* [ABOUT THIS TASK]
Set down the entries once more, exactly as they are written.

[Items from a data source]
********

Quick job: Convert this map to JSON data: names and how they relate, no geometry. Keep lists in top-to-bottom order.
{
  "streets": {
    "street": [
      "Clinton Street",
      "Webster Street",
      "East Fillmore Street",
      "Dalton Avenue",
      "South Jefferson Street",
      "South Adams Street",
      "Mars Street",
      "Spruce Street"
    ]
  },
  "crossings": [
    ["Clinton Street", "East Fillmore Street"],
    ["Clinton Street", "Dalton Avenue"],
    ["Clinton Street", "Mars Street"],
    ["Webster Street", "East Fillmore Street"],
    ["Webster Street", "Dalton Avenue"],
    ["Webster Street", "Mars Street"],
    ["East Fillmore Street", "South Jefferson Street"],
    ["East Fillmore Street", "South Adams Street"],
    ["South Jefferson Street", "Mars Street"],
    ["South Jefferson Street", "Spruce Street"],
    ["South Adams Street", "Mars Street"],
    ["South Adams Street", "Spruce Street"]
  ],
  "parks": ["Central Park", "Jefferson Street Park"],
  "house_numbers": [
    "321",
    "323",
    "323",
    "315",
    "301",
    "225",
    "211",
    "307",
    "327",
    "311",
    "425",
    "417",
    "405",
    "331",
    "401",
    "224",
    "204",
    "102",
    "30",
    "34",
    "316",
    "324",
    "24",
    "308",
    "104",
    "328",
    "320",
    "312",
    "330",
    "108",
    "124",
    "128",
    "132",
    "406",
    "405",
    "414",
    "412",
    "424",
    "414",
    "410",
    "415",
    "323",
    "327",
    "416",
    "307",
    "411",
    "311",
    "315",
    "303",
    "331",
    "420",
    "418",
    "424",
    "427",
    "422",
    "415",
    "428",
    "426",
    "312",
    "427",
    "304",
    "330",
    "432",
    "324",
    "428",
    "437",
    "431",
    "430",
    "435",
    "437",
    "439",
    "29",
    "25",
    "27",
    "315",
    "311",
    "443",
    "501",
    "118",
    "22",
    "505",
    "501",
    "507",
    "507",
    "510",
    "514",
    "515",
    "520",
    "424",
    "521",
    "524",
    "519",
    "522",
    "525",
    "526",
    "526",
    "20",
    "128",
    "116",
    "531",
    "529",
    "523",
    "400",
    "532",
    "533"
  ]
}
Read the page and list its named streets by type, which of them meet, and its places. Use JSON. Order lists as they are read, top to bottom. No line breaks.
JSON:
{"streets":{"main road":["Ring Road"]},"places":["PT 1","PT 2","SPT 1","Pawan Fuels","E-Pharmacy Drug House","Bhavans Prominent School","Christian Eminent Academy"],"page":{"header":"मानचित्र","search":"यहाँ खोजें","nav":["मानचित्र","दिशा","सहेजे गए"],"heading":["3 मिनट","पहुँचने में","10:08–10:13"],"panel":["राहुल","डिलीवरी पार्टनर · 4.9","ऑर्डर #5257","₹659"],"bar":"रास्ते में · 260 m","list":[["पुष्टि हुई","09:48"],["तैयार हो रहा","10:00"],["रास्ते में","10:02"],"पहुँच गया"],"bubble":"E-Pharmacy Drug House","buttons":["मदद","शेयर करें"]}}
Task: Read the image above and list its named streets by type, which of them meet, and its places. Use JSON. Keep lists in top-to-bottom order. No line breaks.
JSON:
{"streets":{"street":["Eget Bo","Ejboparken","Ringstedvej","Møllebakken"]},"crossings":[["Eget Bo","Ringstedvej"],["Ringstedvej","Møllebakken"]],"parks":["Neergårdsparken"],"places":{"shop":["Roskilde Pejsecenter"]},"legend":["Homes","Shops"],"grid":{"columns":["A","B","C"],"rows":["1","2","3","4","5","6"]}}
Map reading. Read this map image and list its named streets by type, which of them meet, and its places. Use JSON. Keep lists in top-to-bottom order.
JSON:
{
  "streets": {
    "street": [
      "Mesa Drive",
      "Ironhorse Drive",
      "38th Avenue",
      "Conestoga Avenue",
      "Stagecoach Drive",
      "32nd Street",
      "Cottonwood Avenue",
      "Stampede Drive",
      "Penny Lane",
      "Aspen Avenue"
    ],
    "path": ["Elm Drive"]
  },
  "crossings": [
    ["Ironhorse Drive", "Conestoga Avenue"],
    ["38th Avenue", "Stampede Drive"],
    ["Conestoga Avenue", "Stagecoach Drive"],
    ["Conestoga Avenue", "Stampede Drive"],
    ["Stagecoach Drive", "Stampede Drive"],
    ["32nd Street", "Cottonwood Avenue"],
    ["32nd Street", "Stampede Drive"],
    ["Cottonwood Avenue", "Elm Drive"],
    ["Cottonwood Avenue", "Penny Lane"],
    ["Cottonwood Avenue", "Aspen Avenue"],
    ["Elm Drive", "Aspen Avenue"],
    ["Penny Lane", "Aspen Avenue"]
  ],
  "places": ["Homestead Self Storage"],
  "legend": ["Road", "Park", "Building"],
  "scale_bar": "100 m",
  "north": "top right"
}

********

* [SOLUTION FOR THIS TASK]
Quick job: Convert this map to JSON data: names and how they relate, no geometry. Keep lists in top-to-bottom order.
{
  "streets": {
    "street": [
      "Clinton Street",
      "Webster Street",
      "East Fillmore Street",
      "Dalton Avenue",
      "South Jefferson Street",
      "South Adams Street",
      "Mars Street",
      "Spruce Street"
    ]
  },
  "crossings": [
    ["Clinton Street", "East Fillmore Street"],
    ["Clinton Street", "Dalton Avenue"],
    ["Clinton Street", "Mars Street"],
    ["Webster Street", "East Fillmore Street"],
    ["Webster Street", "Dalton Avenue"],
    ["Webster Street", "Mars Street"],
    ["East Fillmore Street", "South Jefferson Street"],
    ["East Fillmore Street", "South Adams Street"],
    ["South Jefferson Street", "Mars Street"],
    ["South Jefferson Street", "Spruce Street"],
    ["South Adams Street", "Mars Street"],
    ["South Adams Street", "Spruce Street"]
  ],
  "parks": ["Central Park", "Jefferson Street Park"],
  "house_numbers": [
    "321",
    "323",
    "323",
    "315",
    "301",
    "225",
    "211",
    "307",
    "327",
    "311",
    "425",
    "417",
    "405",
    "331",
    "401",
    "224",
    "204",
    "102",
    "30",
    "34",
    "316",
    "324",
    "24",
    "308",
    "104",
    "328",
    "320",
    "312",
    "330",
    "108",
    "124",
    "128",
    "132",
    "406",
    "405",
    "414",
    "412",
    "424",
    "414",
    "410",
    "415",
    "323",
    "327",
    "416",
    "307",
    "411",
    "311",
    "315",
    "303",
    "331",
    "420",
    "418",
    "424",
    "427",
    "422",
    "415",
    "428",
    "426",
    "312",
    "427",
    "304",
    "330",
    "432",
    "324",
    "428",
    "437",
    "431",
    "430",
    "435",
    "437",
    "439",
    "29",
    "25",
    "27",
    "315",
    "311",
    "443",
    "501",
    "118",
    "22",
    "505",
    "501",
    "507",
    "507",
    "510",
    "514",
    "515",
    "520",
    "424",
    "521",
    "524",
    "519",
    "522",
    "525",
    "526",
    "526",
    "20",
    "128",
    "116",
    "531",
    "529",
    "523",
    "400",
    "532",
    "533"
  ]
}
Read the page and list its named streets by type, which of them meet, and its places. Use JSON. Order lists as they are read, top to bottom. No line breaks.
JSON:
{"streets":{"main road":["Ring Road"]},"places":["PT 1","PT 2","SPT 1","Pawan Fuels","E-Pharmacy Drug House","Bhavans Prominent School","Christian Eminent Academy"],"page":{"header":"मानचित्र","search":"यहाँ खोजें","nav":["मानचित्र","दिशा","सहेजे गए"],"heading":["3 मिनट","पहुँचने में","10:08–10:13"],"panel":["राहुल","डिलीवरी पार्टनर · 4.9","ऑर्डर #5257","₹659"],"bar":"रास्ते में · 260 m","list":[["पुष्टि हुई","09:48"],["तैयार हो रहा","10:00"],["रास्ते में","10:02"],"पहुँच गया"],"bubble":"E-Pharmacy Drug House","buttons":["मदद","शेयर करें"]}}
Task: Read the image above and list its named streets by type, which of them meet, and its places. Use JSON. Keep lists in top-to-bottom order. No line breaks.
JSON:
{"streets":{"street":["Eget Bo","Ejboparken","Ringstedvej","Møllebakken"]},"crossings":[["Eget Bo","Ringstedvej"],["Ringstedvej","Møllebakken"]],"parks":["Neergårdsparken"],"places":{"shop":["Roskilde Pejsecenter"]},"legend":["Homes","Shops"],"grid":{"columns":["A","B","C"],"rows":["1","2","3","4","5","6"]}}
Map reading. Read this map image and list its named streets by type, which of them meet, and its places. Use JSON. Keep lists in top-to-bottom order.
JSON:
{
  "streets": {
    "street": [
      "Mesa Drive",
      "Ironhorse Drive",
      "38th Avenue",
      "Conestoga Avenue",
      "Stagecoach Drive",
      "32nd Street",
      "Cottonwood Avenue",
      "Stampede Drive",
      "Penny Lane",
      "Aspen Avenue"
    ],
    "path": ["Elm Drive"]
  },
  "crossings": [
    ["Ironhorse Drive", "Conestoga Avenue"],
    ["38th Avenue", "Stampede Drive"],
    ["Conestoga Avenue", "Stagecoach Drive"],
    ["Conestoga Avenue", "Stampede Drive"],
    ["Stagecoach Drive", "Stampede Drive"],
    ["32nd Street", "Cottonwood Avenue"],
    ["32nd Street", "Stampede Drive"],
    ["Cottonwood Avenue", "Elm Drive"],
    ["Cottonwood Avenue", "Penny Lane"],
    ["Cottonwood Avenue", "Aspen Avenue"],
    ["Elm Drive", "Aspen Avenue"],
    ["Penny Lane", "Aspen Avenue"]
  ],
  "places": ["Homestead Self Storage"],
  "legend": ["Road", "Park", "Building"],
  "scale_bar": "100 m",
  "north": "top right"
}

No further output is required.